En aquellos tiempos no
se oían preguntas tales como: “¿Qué hacemos con los hijos en vacaciones?”, “¿A
dónde los mandamos?”, “¿Cómo entretenemos su ocio con actividades y juegos?” En
los años 60, para las familias que tenían “casa en el pueblo”, las vacaciones
escolares no suponían en absoluto un problema. Tampoco lo eran para las que se
quedaban en la ciudad, porque los niños que no tenían “pueblo de veraneo”
utilizaban las calles de las zonas urbanas como escenarios de juegos y
aventuras, lo mismo que las playas o los ríos cercanos. Además, entonces las
vacaciones de verano eran muy largas. Nunca duraban menos de tres meses, y los
que estudiábamos bachillerato en centros públicos, a partir de los diez años
teníamos más de cuatro meses de vacaciones, porque el curso en el instituto
terminaba a mediados de mayo y comenzaba de nuevo el 2 de octubre. Aun así, no
solo no nos aburríamos jamás, sino que esos meses eran lo mejor del año.
Supongo que éramos unos maestros en el arte de aprovechar el ocio Es cierto que los padres organizaban de vez
en cuando excursiones o salidas en las que participaba toda la familia, pero
los niños, a partir de los seis o siete años, casi preferíamos que los adultos
no aparecieran en el horizonte. Y es que lo más divertido era inventar nuestros
propios juegos, que no pocas veces derivaban hacia travesuras con las que
disfrutábamos enormemente, mucho más que con las actividades que agradaban a
los adultos.
Pero, vayamos por
partes. No todo era libertad y veraneo salvaje. Las niñas que habíamos nacido
en una familia donde no hubiera servicio doméstico, teníamos que aprender y
compartir aquellas tareas que en los DNIs de nuestras
madres y abuelas se denominaban “sus labores”. Las dos o tres primeras horas de
mi jornada estival en Quecedo las pasaba yo haciendo
camas, barriendo suelos, lavando ropa en el lavadero y, ocasionalmente, yendo a
la tienda a comprar aceite, azúcar o lo que se necesitara en cada momento. La
única tarea doméstica que compartían los varones era la de acarrear agua desde
la fuente con botijos, cubos o barreños. La verdad es que a las niñas
veraneantes de entonces no se nos ocurría protestar contra el injusto reparto
de las tareas domésticas, tal vez porque nos sentíamos unas privilegiadas al
ver todo lo que trabajaban las niñas del pueblo. Además de los trabajos que
hacíamos nosotras, ellas tenían que dar de comer a los animales, ayudar en el
campo y, casi siempre, cuidar a algún hermano pequeño o vigilar la lumbre para
que no dejara de hervir la olla mientras sus madres trabajaban en las fincas.
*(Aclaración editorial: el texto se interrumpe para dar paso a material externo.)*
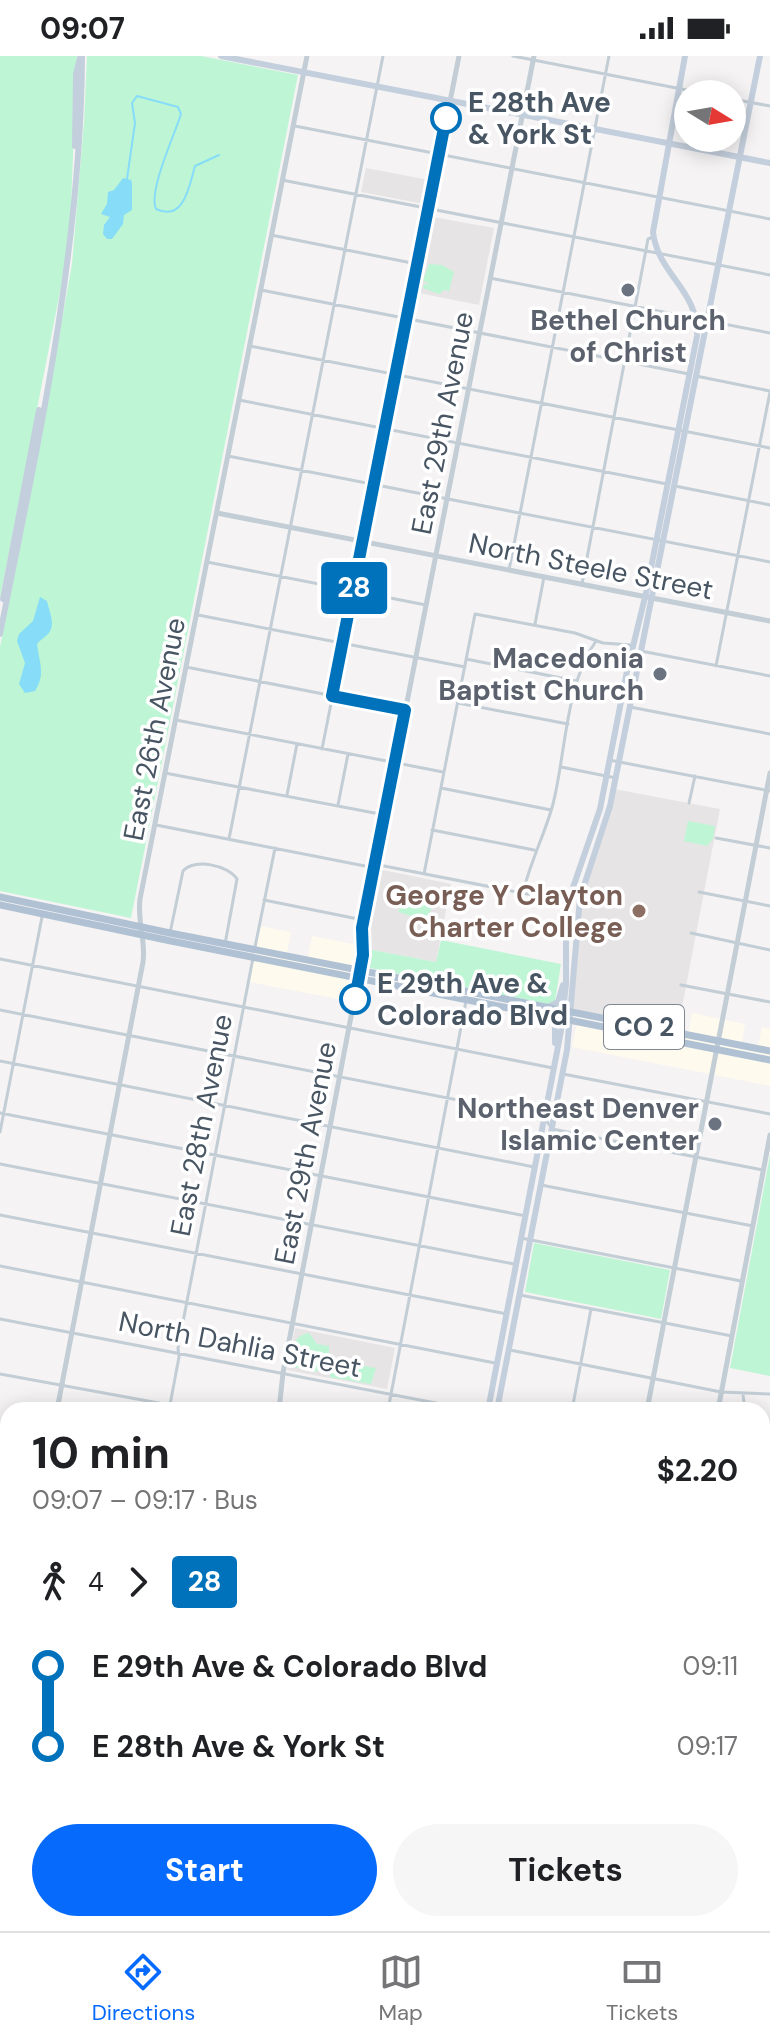 <!DOCTYPE html>
<html lang="en">
<head>
<meta charset="utf-8">
<style>
  :root { --surface:#fff; --page:#f6f6f6; --text:#202124; --muted:#757577; --line:#e0e0e0; --accent:#066afc }
  body { margin:0; font-family:"DM Sans",sans-serif; background:var(--page); color:var(--text); height:100vh; display:flex; flex-direction:column; font-size:30px; white-space:nowrap }
  * { box-sizing:border-box; margin:0 }
  p { font-size:26px; color:var(--muted) }
  .icon { flex:none; width:44px; height:44px; fill:none; stroke:currentColor; stroke-width:2; stroke-linecap:round; stroke-linejoin:round }
  .map { position:relative; flex:1; overflow:hidden }
  .details { position:absolute; left:0px; top:1346px; width:770px; height:530px; display:flex; flex-direction:column; background:var(--surface); border-radius:24px 24px 0 0; box-shadow:0 4px 20px #0003 }
  .details>* { flex:none }
  .badge { padding:0 16px; border-radius:6px; font-size:28px; line-height:52px }
  .needle { width:52px; rotate:101deg }
  .buttons { position:absolute; left:674px; top:24px; display:grid; gap:16px }
  .buttons a { display:grid; place-items:center; width:72px; height:72px; border-radius:50%; background:var(--surface); box-shadow:0 4px 20px #0003; font-size:40px }
  .map>.badge { position:absolute; translate:-50% -50%; box-shadow:0 0 0 4px #fff }
  .legs { display:flex; align-items:center; gap:12px; height:88px; padding:0 32px; font-size:26px }
  .legs p { margin-inline-start:auto }
  .head { display:flex; align-items:center; justify-content:space-between; height:136px; padding:0 32px }
  h1 { font-size:44px; font-weight:700; line-height:60px }
  .cta { display:flex; gap:16px; margin-top:auto; padding:16px 32px }
  .cta a { flex:1; height:92px; border-radius:48px; background:var(--accent); color:#fff; font-size:32px; font-weight:700; line-height:92px; text-align:center }
  .cta a+a { background:var(--page); color:var(--text) }
  ul { padding:0 32px; list-style:none }
  li { display:flex; align-items:center; gap:28px; height:80px; font-size:30px }
  li i { display:grid; place-items:center; width:12px; height:100%; margin:0 10px; background:currentColor }
  li i::after { content:''; width:20px; height:20px; margin:-10px; border:6px solid; border-radius:50%; background:var(--surface) }
  li p { margin-inline-start:auto }
  li:first-child i { background:linear-gradient(#0000 50%,currentColor 0) }
  li:last-child i { background:linear-gradient(currentColor 50%,#0000 0) }
  .status { display:flex; justify-content:space-between; align-items:center; height:56px; padding:0 40px; background:var(--surface); direction:ltr }
  .status svg { height:22px; fill:currentColor }
  .dock { display:flex; justify-content:space-around; align-items:center; height:112px; border-top:2px solid var(--line); background:var(--surface); font-size:22px; color:var(--muted) }
  .dock a { display:grid; justify-items:center; gap:4px }
  .dock .on { color:var(--accent) }
  .map>svg:first-child { display:block }
  .commercial { fill:#fefaee }
  .education { fill:#e6e4e5 }
  .green { fill:#bef6d5 }
  .water { fill:#87dcf7 }
  .lines { fill:none; stroke-linecap:round; stroke-linejoin:round }
  .stream { stroke:#87dcf7; stroke-width:2 }
  .minor { stroke:#c2cdd5; stroke-width:3 }
  .tertiary { stroke:#c2cdd5; stroke-width:5 }
  .secondary { stroke:#c4cfdd; stroke-width:6 }
  .primary { stroke:#b0c1d4; stroke-width:7 }
  .line-1-casing { stroke:#fff; stroke-width:18 }
  .line-1 { stroke:#0072bc; stroke-width:12 }
  .stop-1-dot { fill:#fff; stroke:#0072bc; stroke-width:4 }
  .worship-dot { fill:#6b7280; stroke:#fff; stroke-width:3 }
  .education-dot { fill:#8d6e63; stroke:#fff; stroke-width:3 }
  .labels { text-anchor:middle; stroke-width:7; stroke-linejoin:round; paint-order:stroke }
  .shield { fill:#fff; stroke:#7f8892; stroke-width:2 }
  .shield-label { font-size:26px; font-weight:bold; fill:#485563 }
  .stop-label { font-size:28px; font-weight:bold; fill:#485563; stroke:#fff; text-anchor:start }
  .worship-label { font-size:28px; font-weight:bold; fill:#5b616d; stroke:#fff; text-anchor:end }
  .street-label { font-size:28px; fill:#485563; stroke:#fff }
  .education-label { font-size:28px; font-weight:bold; fill:#785e54; stroke:#fff; text-anchor:end }
</style>
</head>
<body>
<div class="status"><b>09:07</b><svg viewBox="0 0 49 12"><path d="M0 12V9h3v3zM5 12V6h3v6zM10 12V3h3v9zM15 12V0h3v12zM26 1h20v11H26zM47 4h2v5h-2z"/></svg></div>
<div class="map">
<svg width="770" height="1875" viewBox="0 0 770 1875">
  <rect width="100%" height="100%" fill="#f5f3f3"/>
  <path class="commercial" d="M259,870L291,876L287,897L308,901L312,880L363,890L354,946L249,926Z
    M692,957L745,968L742,986L758,989L762,971L770,973V1030L572,991L578,962L687,983Z"/>
  <path class="education" d="M366,112L429,124L424,148L361,136Z
    M433,161L494,172L479,249L419,237Z
    M614,733L720,753L677,977L571,956L578,857Z
    M378,813L451,828L436,906L367,893L366,872Z
    M295,1272L395,1292L387,1333L287,1314Z"/>
  <path class="green" d="M0,0H77L71,150L65,210L0,542Z
    M87,0H201L298,19L131,862L0,835V591L31,437L72,208L84,66Z
    M429,208L442,209L454,216L449,235L444,234L439,238L423,232L424,228L430,229L423,224Z
    M688,765L715,770L713,783L707,790L684,785Z
    M435,834L437,837L430,856L435,862L429,871L424,870L418,862L398,856L400,852L395,845L399,844L396,839L406,836V842L422,840Z
    M441,884L561,908L555,945L547,948L365,911L367,893L436,906Z
    M770,1099V1320L730,1312Z
    M534,1187L670,1214L661,1263L525,1236Z
    M309,1277L317,1288L329,1290V1302L316,1316L290,1310C292,1295 292,1279 309,1277Z
    M344,1307L376,1312L371,1328L330,1321L331,1312L343,1311Z
    M510,1868H613L612,1875H509Z"/>
  <path class="water" d="M123,122L131,124L132,127V154L124,159L123,168L112,183H107L103,178L104,169L110,161L101,158L107,148L108,136L114,134Z
    M40,541L47,545C49,555 57,570 47,579C44,582 40,584 37,588C39,606 46,618 35,635L25,637L19,628L25,607L17,585L19,578L33,565Z"/>
  <g class="lines">
    <path class="stream" d="M127,123L135,67L132,47L137,40L178,51L181,58C175,78 148,135 156,153C184,166 189,131 195,110L219,99"/>
    <path class="minor" d="M513,0L707,38
      M732,43L770,50
      M295,70L770,163
      M282,124L770,219
      M271,179L417,208
      M490,222L694,262
      M261,234L689,318
      M708,265L770,277
      M250,290L770,392
      M696,320L770,335
      M239,344L667,428
      M228,400L770,506
      M675,430L770,449
      M207,506L426,549
      M509,514L609,0
      M582,528L648,183L653,181
      M198,559L465,611
      M535,568L544,521
      M641,595L770,620
      M466,603L576,625
      M716,610L770,336
      M186,611L405,654
      M458,647L568,668
      M630,651L770,678
      M176,664L443,716
      M322,693L363,486
      M609,704L770,735
      M561,711L616,722
      M165,717L385,759
      M441,732L551,754
      M287,739L297,688
      M689,747L695,720
      M338,749L348,698
      M156,769L370,811L379,809L568,846
      M432,774L534,794
      M716,782L770,792
      M229,783L383,0
      M424,818L475,558L575,577L603,587L631,589
      M699,836L770,850
      M523,837C530,806 545,778 553,748C566,697 565,629 596,585
      M264,844L363,864
      M170,877L183,815C194,802 228,809 237,823L225,888
      M691,877L770,894
      M255,891L275,792
      M0,903L553,1012
      M681,929L770,946
      M0,954L544,1061L552,1073L763,1114
      M0,1005L534,1111
      M563,1018L770,1058
      M0,1057L526,1160
      M0,1076L42,861
      M0,1108L514,1208
      M541,1129L753,1170
      M0,1159L507,1258
      M521,1182L741,1225
      M0,1210L495,1307
      M520,1239L732,1280
      M0,1263L472,1354
      M510,1294L721,1336L770,1338
      M0,1318L197,1354
      M743,1339L745,1354
      M169,1354L179,1301L178,1292L253,902
      M388,1354L466,945
      M572,1354L591,1253
      M0,1372L8,1374
      M762,1372L770,1373
      M0,1427L8,1429
      M762,1465L770,1467
      M0,1483L8,1484
      M762,1520L770,1521
      M0,1538L8,1539
      M762,1576L770,1577
      M0,1592L8,1593
      M762,1630L770,1632
      M762,1672L770,1630
      M762,1687L770,1688
      M762,1741L770,1742
      M0,1754L8,1756
      M762,1795L770,1796
      M0,1809L8,1811
      M0,1864L8,1866
      M20,1868L56,1875
      M297,1868L335,1875
      M70,1875L71,1868
      M286,1875L288,1868
      M505,1875L506,1868
      M724,1875L725,1868"/>
    <path class="tertiary" d="M217,457L770,565
      M363,486L459,0
      M57,1354L143,906C146,884 137,865 140,843L307,0
      M279,1354L283,1317L362,903L363,870L534,0
      M647,1354L770,717
      M718,1354L770,1079
      M762,1409L770,1411
      M0,1649L8,1608
      M0,1700L8,1701
      M762,1849L770,1850
      M178,1875L179,1868
      M615,1875L616,1868"/>
    <path class="secondary" d="M221,0L770,107
      M75,90L76,18L80,2
      M3,543L39,354
      M0,578C38,387 81,195 82,0
      M548,951L558,946L563,929
      M550,960L555,968V987
      M488,1354L561,975L566,928V876L568,846L600,753L627,615L646,537L697,280C699,234 658,219 653,176L685,0
      M497,1354L567,994L580,842L610,750L760,0
      M386,1875L388,1868
      M396,1875L397,1868"/>
    <path class="primary" d="M0,841L170,877L770,995
      M0,849L171,885L770,1004"/>
  </g>
  <g class="lines">
    <g class="line-1-casing">
      <path id="line-1" d="M355,943L363,899L362,872L405,654L332,640L446,62"/>
    </g>
    <use href="#line-1" class="line-1"/>
  </g>
  <g class="stop-1-dot">
    <circle cx="446" cy="62" r="14"/>
    <circle cx="355" cy="943" r="14"/>
  </g>
  <g class="worship-dot">
    <circle cx="628" cy="234" r="8"/>
    <circle cx="660" cy="618" r="8"/>
    <circle cx="715" cy="1068" r="8"/>
  </g>
  <circle class="education-dot" cx="639" cy="855" r="8"/>
  <g class="labels">
    <rect class="shield" x="604" y="949" width="80" height="44" rx="6"/>
    <g class="shield-label">
      <text x="644" y="980">CO 2</text>
    </g>
    <g class="stop-label">
      <text x="468" y="56">E 28th Ave<tspan x="468" dy="32">&amp; York St</tspan></text>
      <text x="377" y="937">E 29th Ave &amp;<tspan x="377" dy="32">Colorado Blvd</tspan></text>
    </g>
    <g class="worship-label">
      <text x="628" y="274" text-anchor="middle">Bethel Church<tspan x="628" dy="32">of Christ</tspan></text>
      <text x="644" y="612">Macedonia<tspan x="644" dy="32">Baptist Church</tspan></text>
      <text x="699" y="1062">Northeast Denver<tspan x="699" dy="32">Islamic Center</tspan></text>
    </g>
    <g class="street-label">
      <text transform="translate(442 367) rotate(-79)" y="10">East 29th Avenue</text>
      <text transform="translate(591 510) rotate(11)" y="10">North Steele Street</text>
      <text transform="translate(154 673) rotate(-79)" y="10">East 26th Avenue</text>
      <text transform="translate(201 1069) rotate(-79)" y="10">East 28th Avenue</text>
      <text transform="translate(305 1097) rotate(-79)" y="10">East 29th Avenue</text>
      <text transform="translate(240 1288) rotate(11)" y="10">North Dahlia Street</text>
    </g>
    <g class="education-label">
      <text x="623" y="849">George Y Clayton<tspan x="623" dy="32">Charter College</tspan></text>
    </g>
  </g>
</svg>
<div class="buttons">
<a><svg class="needle" viewBox="-14 -14 28 28"><path d="M0-13l5 13h-10z" fill="#e53935"/><path d="M0 13l5-13h-10z" fill="#757577"/></svg></a>
</div>
<b class="badge" style="left:354px;top:532px;background:#0072bc;color:#fff">28</b>
<section class="details">
<div class="head"><div><h1>10 min</h1><p>09:07 – 09:17 · Bus</p></div><b>$2.20</b></div>
<div class="legs"><svg class="icon" aria-label="walk" viewBox="0 0 24 24"><circle cx="13" cy="4" r="2"/><path d="M13 8l-2 6 4 7M11 14l-3 7M7 12l3-4h3l4 4"/></svg>4<svg class="icon" aria-label="forward" viewBox="0 0 24 24"><path d="M9 5l7 7-7 7"/></svg><b class="badge" style="background:#0072bc;color:#fff">28</b></div>
<ul>
<li><i style="color:#0072bc"></i><b>E 29th Ave &amp; Colorado Blvd</b><p>09:11</p></li>
<li><i style="color:#0072bc"></i><b>E 28th Ave &amp; York St</b><p>09:17</p></li>
</ul>
<div class="cta"><a>Start</a><a>Tickets</a></div>
</section>
</div>
<nav class="dock">
<a class="on"><svg class="icon" aria-label="directions" viewBox="0 0 24 24"><path d="M12 3l9 9-9 9-9-9zM9 14v-3h6M13 9l2 2-2 2"/></svg>Directions</a>
<a><svg class="icon" aria-label="map" viewBox="0 0 24 24"><path d="M3 6l6-2 6 2 6-2v14l-6 2-6-2-6 2zM9 4v14M15 6v14"/></svg>Map</a>
<a><svg class="icon" aria-label="tickets" viewBox="0 0 24 24"><path d="M3 7h18v10H3zM15 7v10"/></svg>Tickets</a>
</nav>
</body>
</html>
De hecho, rara vez podían alejarse de su casa, por lo que mis compañeros de
juegos eran casi siempre chicos. Las chicas ─Amali,
Tere, Angelines─ estaban tan ocupadas que nunca podían hacer una escapada
para subir a las Piñuelas, una cresta rocosa que era escenario de muchas de
nuestras aventuras, o ir a las eras de la Revilla, donde improvisábamos una
pista de tenis en la que intentábamos emular
a Manolo Santana. Los chicos del pueblo también trabajaban en el campo,
pero se libraban de las tareas domésticas y, entre una cosa y otra, tenían
algunos ratos para jugar. También hay que decir que la época del veraneo
coincidía con la de más trabajo en el campo, y el contraste entre la forma de
vida de los veraneantes y la de los campesinos era muy grande. Porque, aunque
muchos veraneantes participaban en las tareas agrícolas, lo hacían solo como
una ayuda ocasional a sus familiares del pueblo o por simple afición. Y a sus
niños nunca les obligaban a realizar esos trabajos, es más, a veces agarrábamos
rabietas porque no nos permitían cavar con la azada, ni segar con una hoz, y
estas herramientas eran para nosotros unos “juguetes” prohibidos muy apetecibles.
Otra buena
confrontación era la que yo solía tener con mi abuela Juana todos los años a
cuenta de la vainica. Sí, porque cuando llegaba a Quecedo
con mis abuelos, a finales de mayo, y estaba sola con ellos hasta que mis
padres llegaban en julio, la rutina de mi abuela por las tardes consistía en
acudir a novenas y rosarios en la ermita, o a las reuniones que tenían lugar en
el mirador de doña Anastasia. Allí la abuela participaba, junto con otras
señoras del pueblo, en unas sesiones de costura y bordado donde se suponía que
yo debía aprender el arte de manejar la aguja para algún día, cuando fuera
mayor, ser capaz de hacerme el ajuar. Todo esto empezaba cada año con un
cuadrado de tela de batista a la que se le sacaban los hilos para luego bordar
vainicas. Como no me iba nada lo de pasar el tiempo entre costuras, rosarios y
lecturas piadosas, yo les tenía dicho a mis queridos amigos y vecinos, Amador y
Mesines, que me dieran una voz desde la calle cuando,
a primera hora de la tarde, salían con su ganado para llevarlo a pastar, porque
hasta julio no empezaba a funcionar la berea. “¿Te
vienes a pacer las vacas?” Yo agarraba la merienda y bajaba corriendo, antes de
que la abuela pudiera explicarme lo que opinaba sobre el asunto. Cuando la fuga
tenía éxito, la tarde estaba salvada. Era una gozada caminar pastoreando las
vacas hasta Santillán, coger cangrejos en las pozas de Fuente Clara y luego,
junto a la Roca del Eco, tirarnos desde arriba por unos largos toboganes de gravilla
a los que llamábamos los “esmurriaderos”. Nadie se “esmurriaba”, pero la ropa acababa bastante deteriorada y, a
cambio de no hacer tantas vainicas, tuve que aprender a remendar desgarrones y
coser dobladillos sueltos.
Aquella época de la
infancia, llena de juegos y también de trabajos que a veces incluso resultaban
lúdicos, es un auténtico tesoro que guardo en la memoria. Sin embargo, también
recuerdo cómo Quecedo se convirtió para mí en un
lugar triste cuando la gente de mi edad empezó a emigrar a las ciudades con el
fin de ponerse a trabajar, cosa que la mayoría hacía tras cumplir los catorce
años. En junio y julio ya no había amigos con los que compartir la
adolescencia, y yo empecé entonces a dar largos paseos solitarios por el campo,
y fui consciente, por primera vez en mi vida, de que una etapa había terminado.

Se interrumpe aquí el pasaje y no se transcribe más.